Defined multidegree for bifiltered D-modules

Connected multidegree with L-characteristic cycles

Provided explicit formulas for hypergeometric systems in Cohen-Macaulay cases

Abstract

In commutative algebra, E. Miller and B. Sturmfels defined the notion of multidegree for multigraded modules over a multigraded polynomial ring. We apply this theory to bifiltered modules over the Weyl algebra D. The bifiltration is a combination of the standard filtration by the order of differential operators and of the so-called V-filtration along a coordinate subvariety of the ambient space defined by M. Kashiwara. The multidegree we define provides a new invariant for D-modules.

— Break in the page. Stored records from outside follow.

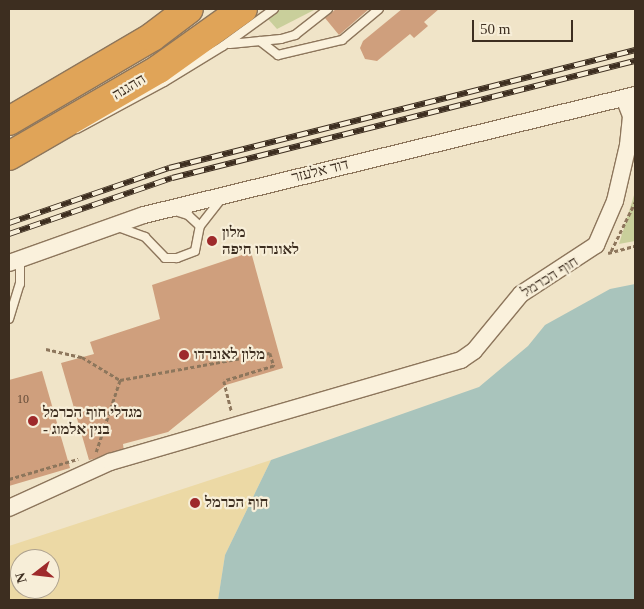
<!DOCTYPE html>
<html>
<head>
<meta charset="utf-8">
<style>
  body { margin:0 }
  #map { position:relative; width:644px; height:609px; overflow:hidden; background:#f0e4c8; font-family:"Times New Roman","Noto Sans Hebrew",serif }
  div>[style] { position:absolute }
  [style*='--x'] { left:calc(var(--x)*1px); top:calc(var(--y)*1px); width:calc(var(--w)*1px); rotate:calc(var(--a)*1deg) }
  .green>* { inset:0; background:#c9cf9b }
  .sand>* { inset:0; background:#ecd9a5 }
  .water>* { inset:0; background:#a9c4bc }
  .building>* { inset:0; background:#cf9f7d }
  .path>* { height:2.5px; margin-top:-1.25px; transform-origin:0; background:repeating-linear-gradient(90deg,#8d765c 0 4px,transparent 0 6.5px) }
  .roads { filter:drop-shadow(1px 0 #8d765c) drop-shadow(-1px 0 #8d765c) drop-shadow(0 1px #8d765c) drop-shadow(0 -1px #8d765c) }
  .lane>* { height:8px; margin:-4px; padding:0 4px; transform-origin:4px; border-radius:4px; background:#faf1dc }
  .street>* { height:16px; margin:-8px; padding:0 8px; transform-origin:8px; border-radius:8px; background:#faf1dc }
  .highway>* { height:28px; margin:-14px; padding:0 14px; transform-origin:14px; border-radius:14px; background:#e0a458 }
  .rail>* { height:5.5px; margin-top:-2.75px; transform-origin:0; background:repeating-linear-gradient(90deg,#f7eed8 0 11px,#3d2e20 0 22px); box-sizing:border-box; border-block:1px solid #3d2e20 }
  .dots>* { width:14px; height:14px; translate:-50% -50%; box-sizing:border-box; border:2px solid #f7eed8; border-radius:50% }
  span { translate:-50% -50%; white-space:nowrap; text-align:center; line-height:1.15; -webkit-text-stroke:4.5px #f7eed8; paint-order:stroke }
  .number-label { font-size:12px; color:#624a37 }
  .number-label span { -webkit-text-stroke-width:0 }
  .street-label { font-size:15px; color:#3d2e20 }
  .poi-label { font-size:15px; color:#3d2e20; font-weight:700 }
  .left { translate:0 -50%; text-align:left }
  .frame { position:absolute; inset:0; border:10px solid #3d2e20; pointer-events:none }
  .north { position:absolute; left:10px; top:549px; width:50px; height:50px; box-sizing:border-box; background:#f7eed8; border:1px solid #ada18e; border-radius:50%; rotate:254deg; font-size:14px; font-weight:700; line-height:20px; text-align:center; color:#3d2e20 }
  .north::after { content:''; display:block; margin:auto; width:18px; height:22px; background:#9e2a2b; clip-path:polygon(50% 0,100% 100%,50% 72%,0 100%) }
  .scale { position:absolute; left:472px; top:20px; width:101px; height:22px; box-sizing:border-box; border:2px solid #3d2e20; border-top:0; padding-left:6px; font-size:15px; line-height:18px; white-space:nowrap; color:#3d2e20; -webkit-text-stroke:4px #f7eed8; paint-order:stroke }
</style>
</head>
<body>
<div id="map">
  <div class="green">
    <div style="clip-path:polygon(281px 9px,316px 9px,277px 29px,268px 19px)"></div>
    <div style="clip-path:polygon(635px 192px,635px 241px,619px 244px)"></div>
  </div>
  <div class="sand">
    <div style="clip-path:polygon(evenodd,271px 460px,225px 555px,218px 600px,9px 600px,9px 546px,271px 460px,20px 559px,50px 559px,50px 589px,20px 589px,20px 559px)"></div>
  </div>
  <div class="water">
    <div style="clip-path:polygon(635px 284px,635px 600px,218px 600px,225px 555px,271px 460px,479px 387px,528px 346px,545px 325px,610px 289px)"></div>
  </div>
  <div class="building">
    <div style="clip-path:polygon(336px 9px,369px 9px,339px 35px,325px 18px)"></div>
    <div style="clip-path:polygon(402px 9px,439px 9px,424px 22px,428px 26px,414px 38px,410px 34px,377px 61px,365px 59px,360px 48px,363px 41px)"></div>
    <div style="clip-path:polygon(251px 252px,283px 368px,226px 385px,168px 432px,123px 444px,124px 452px,89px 460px,61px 363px,94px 354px,90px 342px,160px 319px,152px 285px)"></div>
    <div style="clip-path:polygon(42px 371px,70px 468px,9px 486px,9px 380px)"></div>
  </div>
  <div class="path">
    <div style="--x:611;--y:251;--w:55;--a:-63.9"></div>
    <div style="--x:608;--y:253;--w:28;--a:-15"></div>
    <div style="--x:46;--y:349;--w:37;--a:13"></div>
    <div style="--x:82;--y:357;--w:44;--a:31.2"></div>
    <div style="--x:120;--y:380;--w:152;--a:-10.2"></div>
    <div style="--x:270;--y:353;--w:14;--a:73"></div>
    <div style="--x:274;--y:366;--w:52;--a:163.3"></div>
    <div style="--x:224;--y:381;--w:32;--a:76"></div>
    <div style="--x:96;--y:452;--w:76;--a:-71.6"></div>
    <div style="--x:9;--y:479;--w:72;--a:-16.2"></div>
  </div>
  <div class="roads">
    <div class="lane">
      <div style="--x:260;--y:41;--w:23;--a:38"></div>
      <div style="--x:278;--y:55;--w:66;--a:-13.2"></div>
      <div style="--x:342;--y:40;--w:48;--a:-40"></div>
      <div style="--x:230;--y:44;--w:51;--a:-5.6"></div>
      <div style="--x:281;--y:39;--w:15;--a:-16"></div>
      <div style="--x:295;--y:35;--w:42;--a:-38.2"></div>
      <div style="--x:77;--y:129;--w:99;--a:-28.4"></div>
      <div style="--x:164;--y:82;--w:69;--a:-31.4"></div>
      <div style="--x:223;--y:46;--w:63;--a:-36"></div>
      <div style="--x:175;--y:211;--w:14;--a:17"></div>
      <div style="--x:188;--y:215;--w:16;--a:43"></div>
      <div style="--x:118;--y:227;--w:29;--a:20"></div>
      <div style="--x:145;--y:237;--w:29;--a:46"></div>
      <div style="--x:165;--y:258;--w:12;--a:0"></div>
      <div style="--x:177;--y:258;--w:19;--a:-21"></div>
      <div style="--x:195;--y:251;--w:25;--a:-79"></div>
      <div style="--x:200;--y:226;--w:34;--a:-52"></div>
      <div style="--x:9;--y:319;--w:37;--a:-73"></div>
      <div style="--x:20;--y:284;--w:25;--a:-90"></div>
    </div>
    <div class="street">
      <div style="--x:9;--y:263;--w:143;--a:-19.6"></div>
      <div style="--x:144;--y:215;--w:505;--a:-13.73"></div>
      <div style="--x:9;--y:508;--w:111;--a:-24.5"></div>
      <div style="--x:110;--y:462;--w:366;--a:-16.2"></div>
      <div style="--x:461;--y:360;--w:16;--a:-35"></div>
      <div style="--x:474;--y:351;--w:74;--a:-50.5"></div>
      <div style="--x:521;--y:294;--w:90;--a:-33.2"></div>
      <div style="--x:596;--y:245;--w:48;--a:-66.6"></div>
      <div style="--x:615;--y:201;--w:57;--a:-76.9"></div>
      <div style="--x:628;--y:145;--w:29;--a:-84"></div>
      <div style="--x:631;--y:116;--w:19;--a:-111"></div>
    </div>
    <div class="highway">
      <div style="--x:9;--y:121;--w:166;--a:-30.4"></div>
      <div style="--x:152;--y:37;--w:46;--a:-37.1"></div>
      <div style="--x:9;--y:156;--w:173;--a:-30.1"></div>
      <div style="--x:159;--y:69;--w:103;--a:-35.5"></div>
    </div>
  </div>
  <div class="rail">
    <div style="--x:9;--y:223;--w:169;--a:-19"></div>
    <div style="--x:169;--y:168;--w:481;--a:-14.2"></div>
    <div style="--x:9;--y:234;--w:172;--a:-19"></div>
    <div style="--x:172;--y:178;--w:478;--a:-14.2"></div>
  </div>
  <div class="dots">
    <div style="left:212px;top:241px;background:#9e2a2b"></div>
    <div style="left:184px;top:355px;background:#9e2a2b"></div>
    <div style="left:33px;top:421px;background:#9e2a2b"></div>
    <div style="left:195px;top:503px;background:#9e2a2b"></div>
  </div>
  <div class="number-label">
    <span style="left:23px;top:400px">10</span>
  </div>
  <div class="street-label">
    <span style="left:129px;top:87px;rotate:-31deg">ההגנה</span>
    <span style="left:320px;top:171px;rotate:-14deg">דוד אלעזר</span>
    <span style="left:550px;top:277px;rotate:-32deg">חוף הכרמל</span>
  </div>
  <div class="poi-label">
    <span class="left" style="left:222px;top:241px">מלון<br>לאונרדו חיפה</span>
    <span class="left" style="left:194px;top:355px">מלון לאונרדו</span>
    <span class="left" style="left:43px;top:421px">מגדלי חוף הכרמל<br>- בנין אלמוג</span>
    <span class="left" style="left:205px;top:503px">חוף הכרמל</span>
  </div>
  <div class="frame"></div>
  <div class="north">N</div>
  <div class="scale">50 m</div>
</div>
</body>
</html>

We investigate its relation with the L-characteristic cycles considered by Y. Laurent. We give examples from the theory of A-hypergeometric systems defined by I. M. Gelfand, M. M. Kapranov and A. V. Zelevinsky. We consider the V-filtration along the origin. When the toric projective variety defined from the matrix A is Cohen-Macaulay, we have an explicit formula for the multidegree of the hypergeometric system.